What I appreciate about all of this is that the lines between good and evil are not so clear. Don’t get me wrong, Demona’s gargoyle supremacist views and efforts toward obliteration are downright sinister and cruel. But we understand how and why she got there. We understand why the Hunters have committed themselves to exterminating gargoyles, even if we don’t want them to succeed. We understand why Goliath is so ravenous for the blood of his enemies, even if we don’t want to see him darken his soul that way.

And most of all, we understand that only letting it go and reconciliation can heal these wounds and stop them from festering and spreading and infecting others to hurt all the more. The action of “Hunter’s Moon pt. 3” is exciting, with aerial battles, cathedral-set skirmishes, and a game of hot potato with humanity’s continued existence on the line. Yet the crux of the episode comes when not just our heroes, but also our villains, decide to set aside their differences and stand together.

Or most of them anyway. The other part I like about this episode is that it’s not a complete victory, either in terms of strategy or in winning hearts and minds. It’s too rushed, but there’s something well-observed in the way Jon, the Hunter most sympathetic to the gargoyles who spares them after recognizing them as more complicated beings, becomes the one who can’t let go of his grudge against them after they put his brother’s life at risk. And after centuries of bitterness, Demona is too far gone to let go of her hate for humanity.

Acceptance and understanding can stop the cycle from perpetuating, but it can’t save everyone. Maybe Demona and Jon’s fates are simply Gargoyles saving something more for a rainy day, in case the show were renewed for a third season. But I’d like to take their lingering perspectives and efforts toward destruction as an acknowledgment that whatever the best of intentions for burying hatchets and loving thine enemy, for some it will be too much and too late.
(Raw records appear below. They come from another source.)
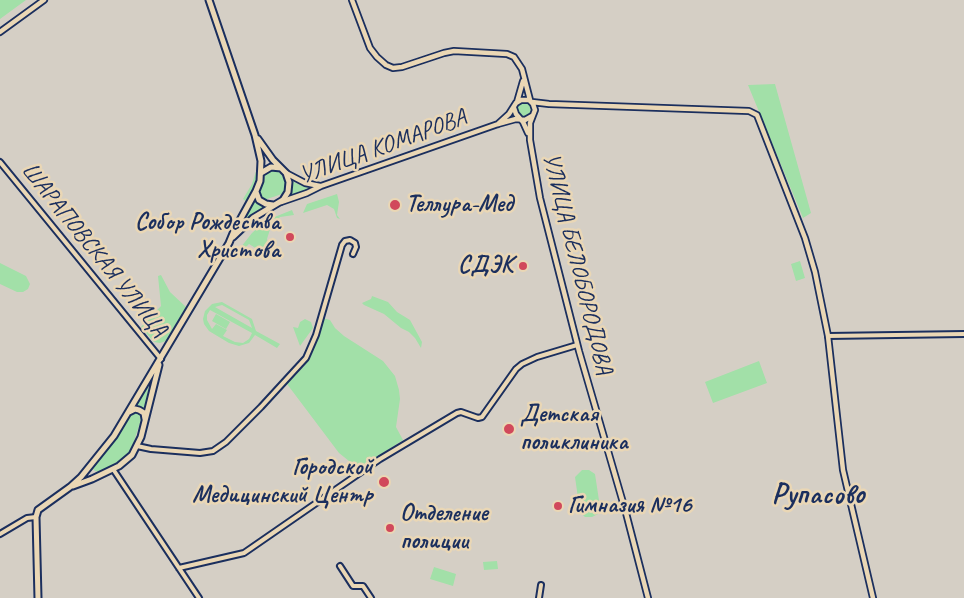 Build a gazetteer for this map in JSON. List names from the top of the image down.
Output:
{
  "streets": {
    "street": ["УЛИЦА КОМАРОВА", "ШАРАПОВСКАЯ УЛИЦА", "УЛИЦА БЕЛОБОРОДОВА"]
  },
  "crossings": [
    ["УЛИЦА КОМАРОВА", "УЛИЦА БЕЛОБОРОДОВА"]
  ],
  "districts": ["Рупасово"],
  "places": [
    "Теллура-Мед",
    "Собор Рождества Христова",
    "СДЭК",
    "Детская поликлиника",
    "Городской Медицинский Центр",
    "Гимназия №16",
    "Отделение полиции"
  ]
} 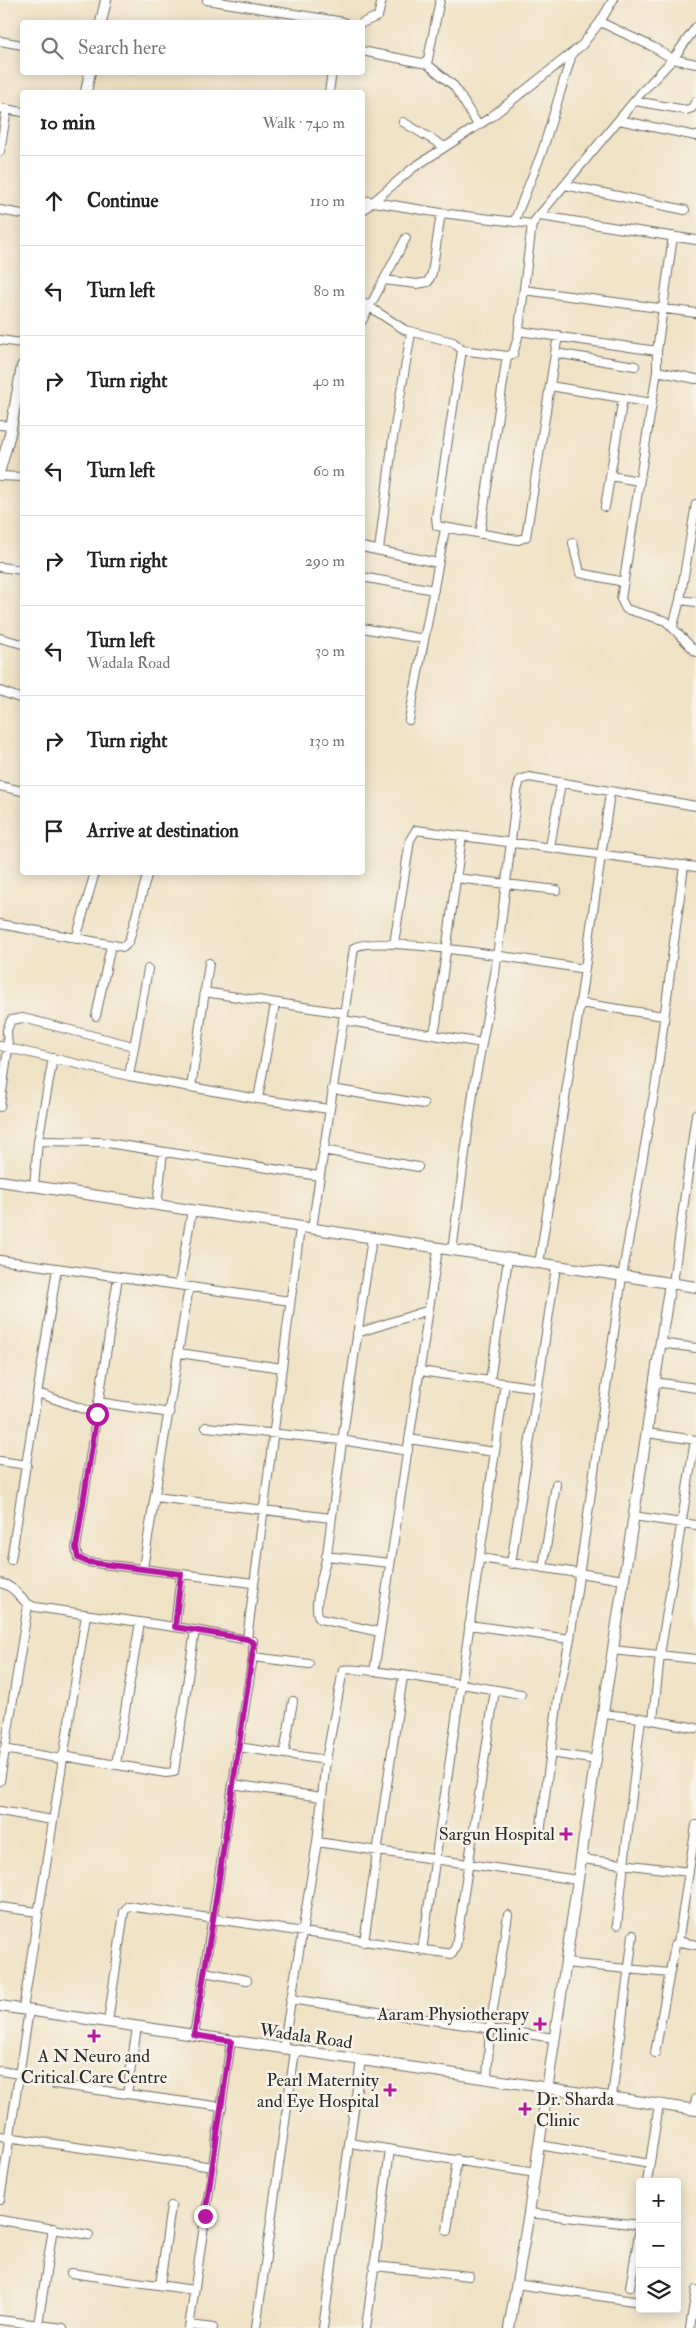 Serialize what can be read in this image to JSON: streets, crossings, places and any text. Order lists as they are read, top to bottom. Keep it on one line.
{"streets":{"street":["Wadala Road"]},"places":{"health":["Sargun Hospital","Aaram Physiotherapy Clinic","A N Neuro and Critical Care Centre","Pearl Maternity and Eye Hospital","Dr. Sharda Clinic"]},"page":{"search":"Search here","heading":["10 min","Walk · 740 m"],"list":[["Continue","110 m"],["Turn left","80 m"],["Turn right","40 m"],["Turn left","60 m"],["Turn right","290 m"],["Turn left","Wadala Road","30 m"],["Turn right","130 m"],"Arrive at destination"],"map_buttons":["+","−"]}}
But it isn’t for Goliath, his clan, or the people he’s come to care for over the past year or so. The episode’s closing moments make a big deal of how our heroes and even their foes have come full circle. After having to abandon Wyvern castle due to Xanatos’s machinations, the gargoyles find themselves once again making their home there as a safe haven. The feud with their mercenary benefactor has ended, and the city that once spoke of them in whispers and myths now knows and fears them. And the budding trust between a mortal human and a creature of legend has blossomed into genuine love, one that transcends the differences in time and form between them.

These are the things made possible by showing mercy when you want vengeance, embracing acceptance when you’re inclined toward prejudice, making room for open-hearted possibility over close-minded hate. The real world is more complicated, and such virtues don’t always find purchase. But in Gargoyles amid the myths and legends, science fiction and sorcery, man and beast, there was always room for Goliath, Elisa, their allies, and their adversaries to overcome their worst instincts and become their better selves. A city, and a world, are all the better for it and, perhaps, so too were the young men and women who watched their stories unfold.